Current science enables balanced management of two world-class resources – wildlife and natural gas – in the Pinedale Anticline. Photo courtesy of NPS.gov/JR Douglass
The TRCP is appealing a court decision in its suit against the Department of the Interior over the government’s mishandling of a southwestern Wyoming energy development project and the resulting impacts to wildlife.
The TRCP suit, filed in U.S. District Court, contends that the BLM failed to implement “adaptive environmental management” and mitigation activities as committed to in decision documents for the Pinedale Anticline natural gas project in Sublette County, Wyo.
The region around Pinedale comprises crucial winter range for one of the state’s largest mule deer populations and has been identified by wildlife experts as one of the last, best habitats for sage grouse.
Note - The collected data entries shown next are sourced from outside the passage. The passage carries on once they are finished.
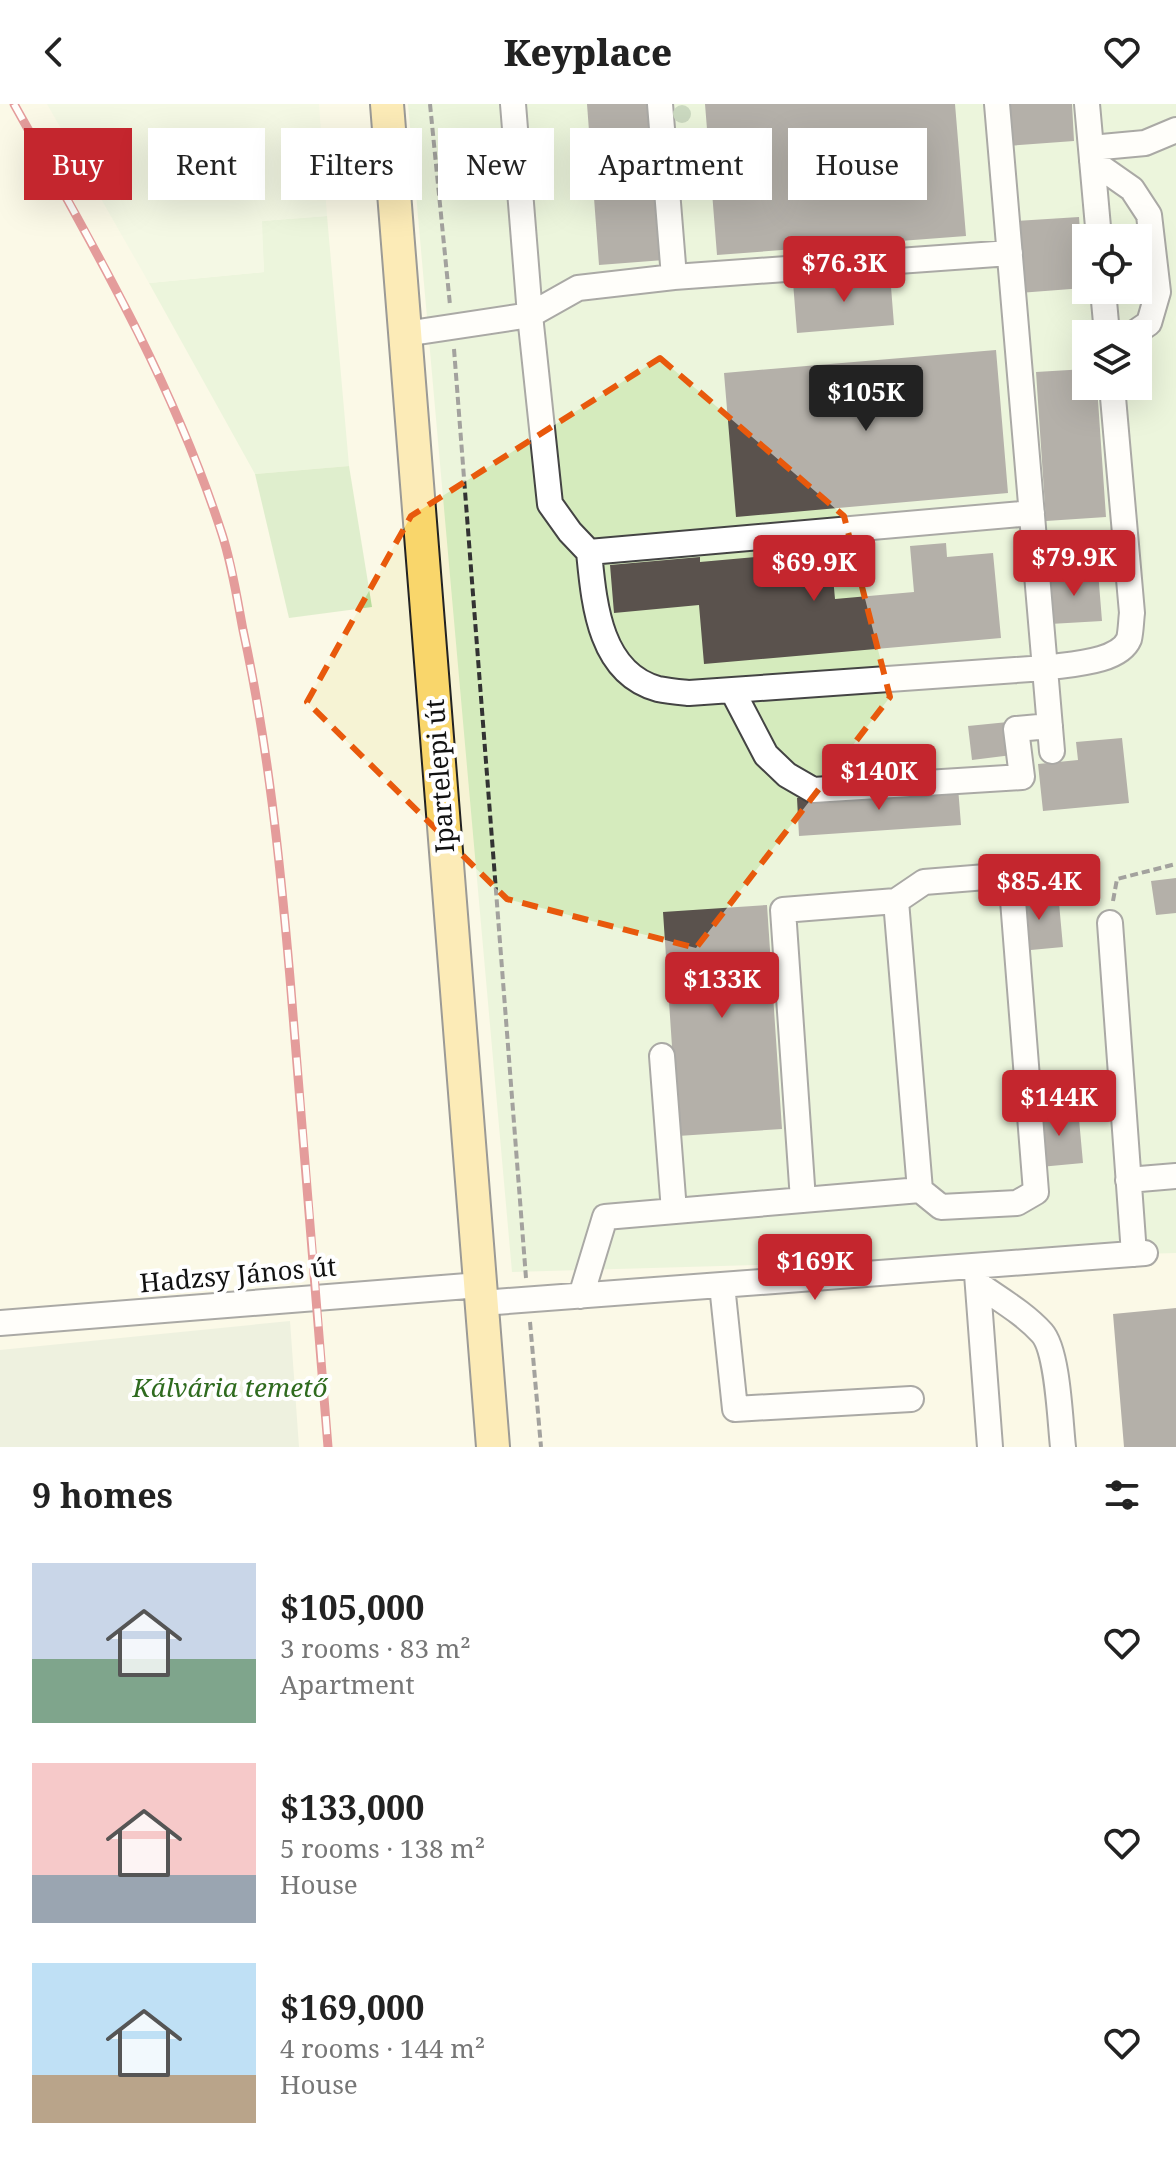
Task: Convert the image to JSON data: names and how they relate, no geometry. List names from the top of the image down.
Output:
{
  "streets": {
    "main road": ["Ipartelepi út"],
    "street": ["Hadzsy János út"]
  },
  "crossings": [
    ["Ipartelepi út", "Hadzsy János út"]
  ],
  "parks": ["Kálvária temető"],
  "page": {
    "header": "Keyplace",
    "chip": [
      "Buy",
      "Rent",
      "Filters",
      "New",
      "Apartment",
      "House"
    ],
    "price": [
      "$76.3K",
      "$105K",
      "$79.9K",
      "$69.9K",
      "$140K",
      "$85.4K",
      "$133K",
      "$144K",
      "$169K"
    ],
    "heading": "9 homes",
    "list": [
      {
        "name": "$105,000",
        "note": "3 rooms · 83 m² · Apartment"
      },
      {
        "name": "$133,000",
        "note": "5 rooms · 138 m² · House"
      },
      {
        "name": "$169,000",
        "note": "4 rooms · 144 m² · House"
      }
    ]
  }
}
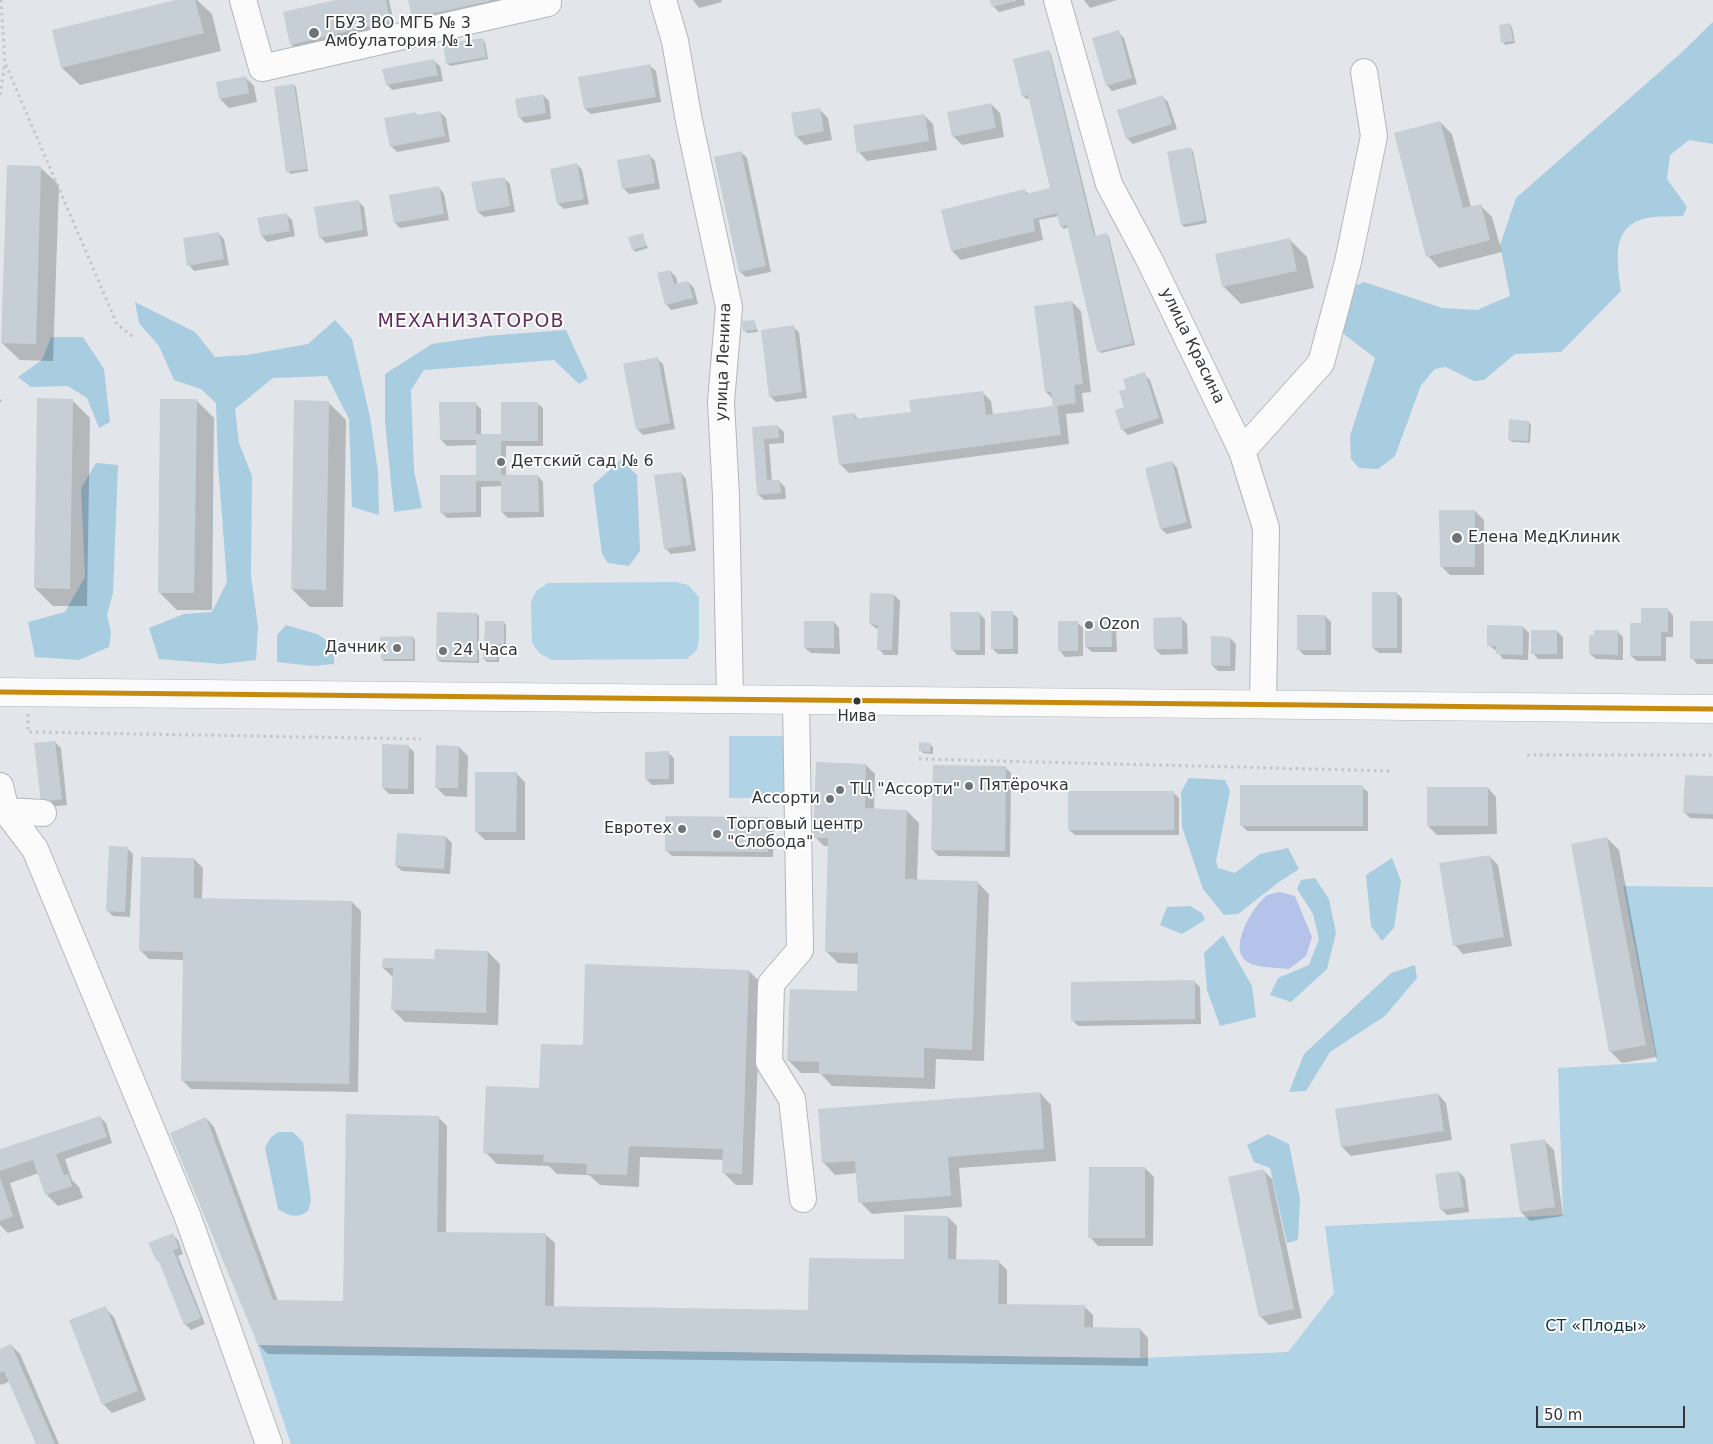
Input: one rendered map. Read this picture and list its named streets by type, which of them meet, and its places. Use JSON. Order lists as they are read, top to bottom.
{
  "streets": {
    "street": ["улица Красина", "улица Ленина"]
  },
  "districts": ["МЕХАНИЗАТОРОВ"],
  "parks": ["СТ «Плоды»"],
  "places": [
    "ГБУЗ ВО МГБ № 3 Амбулатория № 1",
    "Детский сад № 6",
    "Елена МедКлиник",
    "Ozon",
    "Дачник",
    "24 Часа",
    "Нива",
    "Пятёрочка",
    "ТЦ \"Ассорти\"",
    "Ассорти",
    "Евротех",
    "Торговый центр \"Слобода\""
  ],
  "scale_bar": "50 m"
}
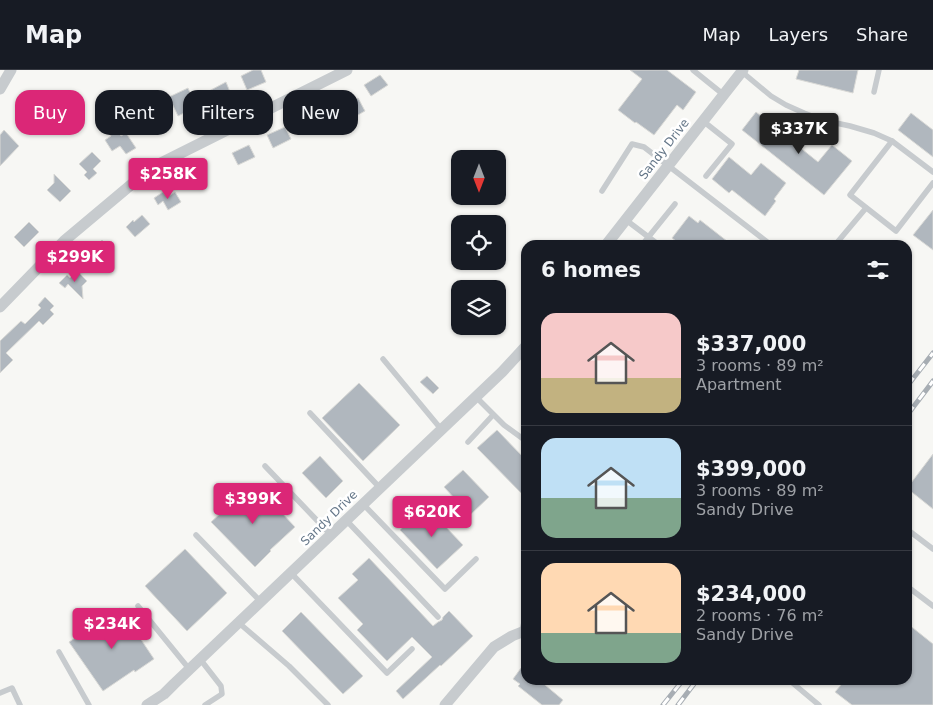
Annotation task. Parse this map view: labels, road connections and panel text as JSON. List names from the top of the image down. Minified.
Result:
{"streets":{"street":["Sandy Drive"]},"north":"bottom","page":{"header":"Map","nav":["Map","Layers","Share"],"chip":["Buy","Rent","Filters","New"],"price":["$337K","$258K","$299K","$399K","$620K","$234K"],"heading":"6 homes","list":[{"name":"$337,000","note":"3 rooms · 89 m² · Apartment"},{"name":"$399,000","note":"3 rooms · 89 m² · Sandy Drive"},{"name":"$234,000","note":"2 rooms · 76 m² · Sandy Drive"}]}}
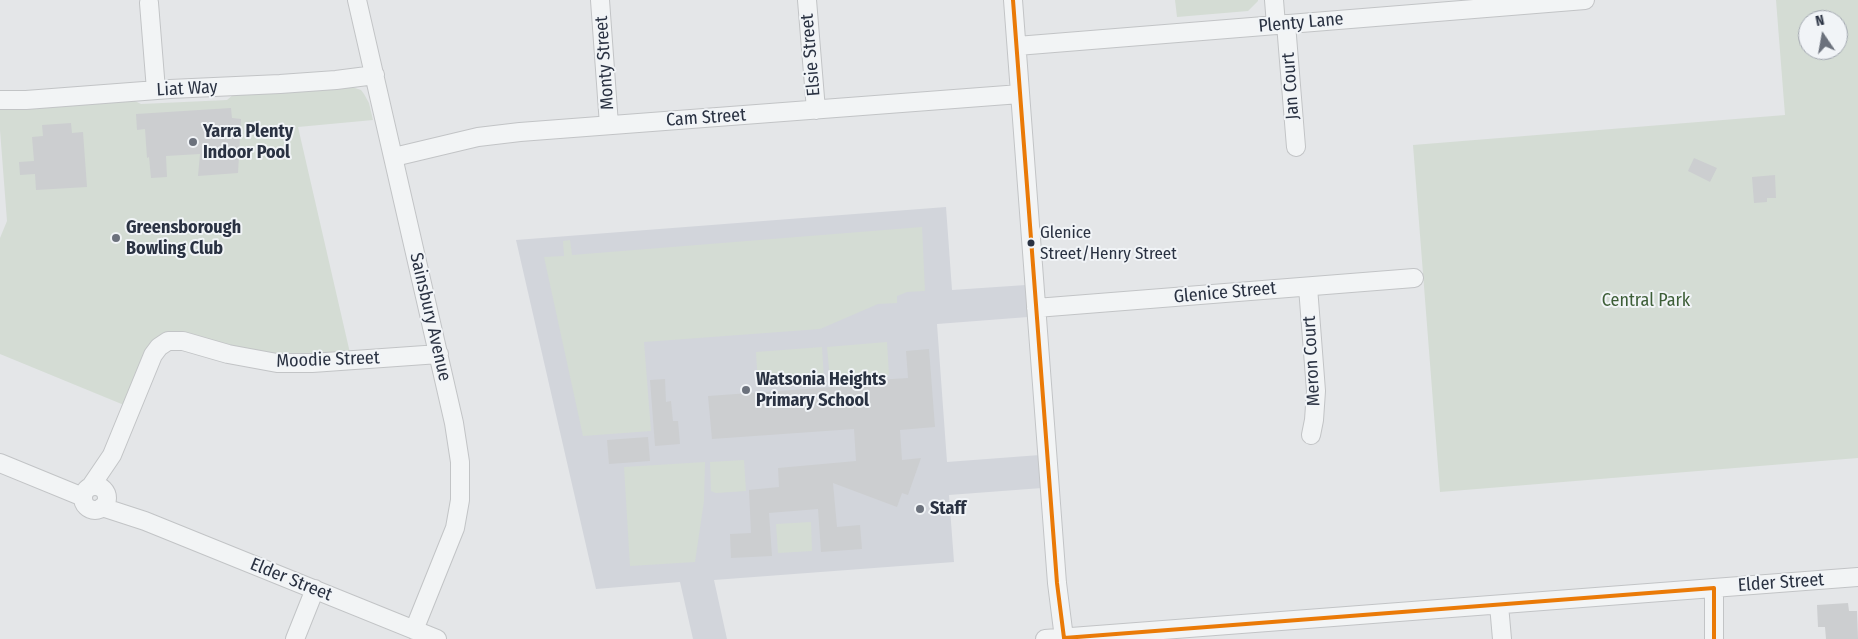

A recently released federal report documents declines of 60 percent in mule deer numbers in the project area in the decade since development began.
The TRCP cited the report as a “prime example” of the federal government’s misguided approach to resource management and evidence of its failure to sustain mule deer numbers in the region.
“Current science, along with lessons learned from past actions, enable us to practice a balanced approach toward management of two world-class resources – wildlife and natural gas – located on the Pinedale Anticline,” said TRCP board member, Dr. Rollin Sparrowe, a former U.S. Fish and Wildlife Service biologist and lifelong hunter who lives near the project site. “Yet the government’s failure to implement practices that conserve seasonal habitat for mule deer are furthering this population’s decline.
The TRCP supports responsible public-lands energy development that is pursued in accordance with federal law and ensures citizens’ continued ability to access our shared lands and natural resources.
“The needs of fish and wildlife – and the interests of sportsmen and other public lands users – remain at the mercy of the BLM and its subjective interpretation of its mission,” said Whit Fosburgh, TRCP president and CEO. “The nation’s public lands should be held and managed in trust for all Americans and for future generations to use and enjoy; the BLM’s failure to do this in Pinedale is setting a dangerous precedent for management of our shared natural resources.”